Pugs & Crows & Tony Wilson: Everyone Knows Everyone 1 & 2
Noschmo / Phonometrograph

One of the West Coast's best-kept secrets, Pugs & Crows is an instrumental ensemble that in contrast to many of its post-rock peers eschews bombast and histrionics in its presentation. Such restraint might exclude headbangers from its fanbase, but the Vancouver-based group presumably puts musical integrity before everything else. The quintet has refined its eclectic sound since the release of 2009's debut album, Slum Towers, and follow-up two years later, Fantastic Pictures, which garnered the band a Juno Award in 2013 for Instrumental Album of the Year.

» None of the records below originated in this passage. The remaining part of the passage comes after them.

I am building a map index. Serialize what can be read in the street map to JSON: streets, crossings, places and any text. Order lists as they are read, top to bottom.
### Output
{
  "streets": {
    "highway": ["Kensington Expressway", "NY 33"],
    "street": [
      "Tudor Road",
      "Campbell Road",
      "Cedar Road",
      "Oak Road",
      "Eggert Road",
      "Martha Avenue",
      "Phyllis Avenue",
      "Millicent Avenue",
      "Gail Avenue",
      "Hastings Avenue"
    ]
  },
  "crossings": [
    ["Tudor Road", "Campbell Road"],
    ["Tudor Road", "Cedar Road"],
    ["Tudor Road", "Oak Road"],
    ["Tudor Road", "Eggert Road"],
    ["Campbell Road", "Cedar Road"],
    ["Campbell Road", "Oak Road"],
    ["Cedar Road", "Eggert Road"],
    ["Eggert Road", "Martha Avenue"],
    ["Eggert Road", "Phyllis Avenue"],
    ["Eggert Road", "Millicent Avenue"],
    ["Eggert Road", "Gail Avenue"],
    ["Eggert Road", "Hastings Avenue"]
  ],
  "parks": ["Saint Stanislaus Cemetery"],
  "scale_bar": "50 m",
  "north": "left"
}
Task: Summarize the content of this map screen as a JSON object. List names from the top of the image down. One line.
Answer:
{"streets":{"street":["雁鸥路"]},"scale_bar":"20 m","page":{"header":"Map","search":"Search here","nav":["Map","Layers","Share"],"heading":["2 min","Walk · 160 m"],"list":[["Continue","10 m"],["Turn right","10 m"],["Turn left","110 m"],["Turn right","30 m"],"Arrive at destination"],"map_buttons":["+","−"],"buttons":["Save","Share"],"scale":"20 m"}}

The group's members, pianist Catherine Toren, violinist/violist Meredith Bates, guitarist Cole Schmidt, double bassist Russell Sholberg, and drummer Ben Brown, are all highly proficient players who bring to the project ample experience as performers and recording artists.

Though Everyone Knows Everyone's two parts were recorded more than a year apart, the first in January 2012 and the second between 2013 and 2014, they form a cohesive unit; it is possible to hear the second album as a slightly more mature representation of the group, but whatever differences there are between the parts are so subtle as to almost escape notice. It was smart on the band's part to package the parts as a two-CD release, as in doing so, a comprehensive, 106-minute portrait of the band emerges. And smoothing the transition between the halves by ending the first with “Slowpoke” and then reprising it at the start of the second also suggests the band's desire for the collection to be experienced as a whole.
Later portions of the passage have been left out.